= TASK INSTRUCTIONS =
Your response should consist of the full data, set down exactly.
RECORDS SHOWN below:
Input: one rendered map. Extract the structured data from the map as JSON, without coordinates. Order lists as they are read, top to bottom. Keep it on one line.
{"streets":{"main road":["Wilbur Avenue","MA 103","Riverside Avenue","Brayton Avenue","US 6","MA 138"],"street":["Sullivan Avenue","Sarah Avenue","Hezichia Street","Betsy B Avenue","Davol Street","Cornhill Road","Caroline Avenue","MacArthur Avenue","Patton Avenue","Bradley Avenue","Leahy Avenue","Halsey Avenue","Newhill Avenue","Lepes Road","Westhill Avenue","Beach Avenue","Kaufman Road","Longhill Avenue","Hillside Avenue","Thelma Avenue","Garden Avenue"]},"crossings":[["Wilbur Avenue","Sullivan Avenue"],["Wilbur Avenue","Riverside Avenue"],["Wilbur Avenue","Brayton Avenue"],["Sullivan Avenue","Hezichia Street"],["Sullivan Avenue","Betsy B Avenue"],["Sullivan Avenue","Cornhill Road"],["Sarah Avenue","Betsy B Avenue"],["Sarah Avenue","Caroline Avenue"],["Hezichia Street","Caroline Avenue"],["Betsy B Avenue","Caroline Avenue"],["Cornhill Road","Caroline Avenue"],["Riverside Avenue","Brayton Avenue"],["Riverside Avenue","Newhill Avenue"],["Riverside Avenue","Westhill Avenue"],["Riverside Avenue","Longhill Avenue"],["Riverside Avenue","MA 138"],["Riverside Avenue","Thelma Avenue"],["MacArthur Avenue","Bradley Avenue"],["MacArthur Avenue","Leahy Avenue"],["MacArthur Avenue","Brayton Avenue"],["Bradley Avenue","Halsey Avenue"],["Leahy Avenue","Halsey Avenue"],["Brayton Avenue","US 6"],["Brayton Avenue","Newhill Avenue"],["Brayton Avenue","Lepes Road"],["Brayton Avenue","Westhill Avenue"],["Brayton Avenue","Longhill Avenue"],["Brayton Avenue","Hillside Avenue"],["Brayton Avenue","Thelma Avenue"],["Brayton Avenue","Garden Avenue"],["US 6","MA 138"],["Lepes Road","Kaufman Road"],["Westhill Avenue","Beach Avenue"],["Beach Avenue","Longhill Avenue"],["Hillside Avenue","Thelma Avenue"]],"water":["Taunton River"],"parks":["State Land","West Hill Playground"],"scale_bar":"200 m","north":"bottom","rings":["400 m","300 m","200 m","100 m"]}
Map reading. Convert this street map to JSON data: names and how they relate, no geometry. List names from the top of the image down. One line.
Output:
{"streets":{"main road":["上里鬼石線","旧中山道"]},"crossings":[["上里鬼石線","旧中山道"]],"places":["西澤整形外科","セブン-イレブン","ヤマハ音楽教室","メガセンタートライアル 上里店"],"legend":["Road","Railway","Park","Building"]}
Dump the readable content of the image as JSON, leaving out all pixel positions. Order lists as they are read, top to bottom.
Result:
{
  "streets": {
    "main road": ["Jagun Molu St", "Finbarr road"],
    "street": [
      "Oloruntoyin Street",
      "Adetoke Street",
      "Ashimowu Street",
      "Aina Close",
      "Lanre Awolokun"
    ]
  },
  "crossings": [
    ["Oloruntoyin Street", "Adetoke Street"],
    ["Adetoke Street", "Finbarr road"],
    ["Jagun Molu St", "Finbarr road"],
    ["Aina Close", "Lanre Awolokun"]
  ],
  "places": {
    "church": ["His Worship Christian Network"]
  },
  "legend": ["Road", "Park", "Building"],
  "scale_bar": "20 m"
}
End of RECORDS SHOWN.
= ANSWER TO THE EXERCISE =
Input: one rendered map. Extract the structured data from the map as JSON, without coordinates. Order lists as they are read, top to bottom. Keep it on one line.
{"streets":{"main road":["Wilbur Avenue","MA 103","Riverside Avenue","Brayton Avenue","US 6","MA 138"],"street":["Sullivan Avenue","Sarah Avenue","Hezichia Street","Betsy B Avenue","Davol Street","Cornhill Road","Caroline Avenue","MacArthur Avenue","Patton Avenue","Bradley Avenue","Leahy Avenue","Halsey Avenue","Newhill Avenue","Lepes Road","Westhill Avenue","Beach Avenue","Kaufman Road","Longhill Avenue","Hillside Avenue","Thelma Avenue","Garden Avenue"]},"crossings":[["Wilbur Avenue","Sullivan Avenue"],["Wilbur Avenue","Riverside Avenue"],["Wilbur Avenue","Brayton Avenue"],["Sullivan Avenue","Hezichia Street"],["Sullivan Avenue","Betsy B Avenue"],["Sullivan Avenue","Cornhill Road"],["Sarah Avenue","Betsy B Avenue"],["Sarah Avenue","Caroline Avenue"],["Hezichia Street","Caroline Avenue"],["Betsy B Avenue","Caroline Avenue"],["Cornhill Road","Caroline Avenue"],["Riverside Avenue","Brayton Avenue"],["Riverside Avenue","Newhill Avenue"],["Riverside Avenue","Westhill Avenue"],["Riverside Avenue","Longhill Avenue"],["Riverside Avenue","MA 138"],["Riverside Avenue","Thelma Avenue"],["MacArthur Avenue","Bradley Avenue"],["MacArthur Avenue","Leahy Avenue"],["MacArthur Avenue","Brayton Avenue"],["Bradley Avenue","Halsey Avenue"],["Leahy Avenue","Halsey Avenue"],["Brayton Avenue","US 6"],["Brayton Avenue","Newhill Avenue"],["Brayton Avenue","Lepes Road"],["Brayton Avenue","Westhill Avenue"],["Brayton Avenue","Longhill Avenue"],["Brayton Avenue","Hillside Avenue"],["Brayton Avenue","Thelma Avenue"],["Brayton Avenue","Garden Avenue"],["US 6","MA 138"],["Lepes Road","Kaufman Road"],["Westhill Avenue","Beach Avenue"],["Beach Avenue","Longhill Avenue"],["Hillside Avenue","Thelma Avenue"]],"water":["Taunton River"],"parks":["State Land","West Hill Playground"],"scale_bar":"200 m","north":"bottom","rings":["400 m","300 m","200 m","100 m"]}
Map reading. Convert this street map to JSON data: names and how they relate, no geometry. List names from the top of the image down. One line.
Output:
{"streets":{"main road":["上里鬼石線","旧中山道"]},"crossings":[["上里鬼石線","旧中山道"]],"places":["西澤整形外科","セブン-イレブン","ヤマハ音楽教室","メガセンタートライアル 上里店"],"legend":["Road","Railway","Park","Building"]}
Dump the readable content of the image as JSON, leaving out all pixel positions. Order lists as they are read, top to bottom.
Result:
{
  "streets": {
    "main road": ["Jagun Molu St", "Finbarr road"],
    "street": [
      "Oloruntoyin Street",
      "Adetoke Street",
      "Ashimowu Street",
      "Aina Close",
      "Lanre Awolokun"
    ]
  },
  "crossings": [
    ["Oloruntoyin Street", "Adetoke Street"],
    ["Adetoke Street", "Finbarr road"],
    ["Jagun Molu St", "Finbarr road"],
    ["Aina Close", "Lanre Awolokun"]
  ],
  "places": {
    "church": ["His Worship Christian Network"]
  },
  "legend": ["Road", "Park", "Building"],
  "scale_bar": "20 m"
}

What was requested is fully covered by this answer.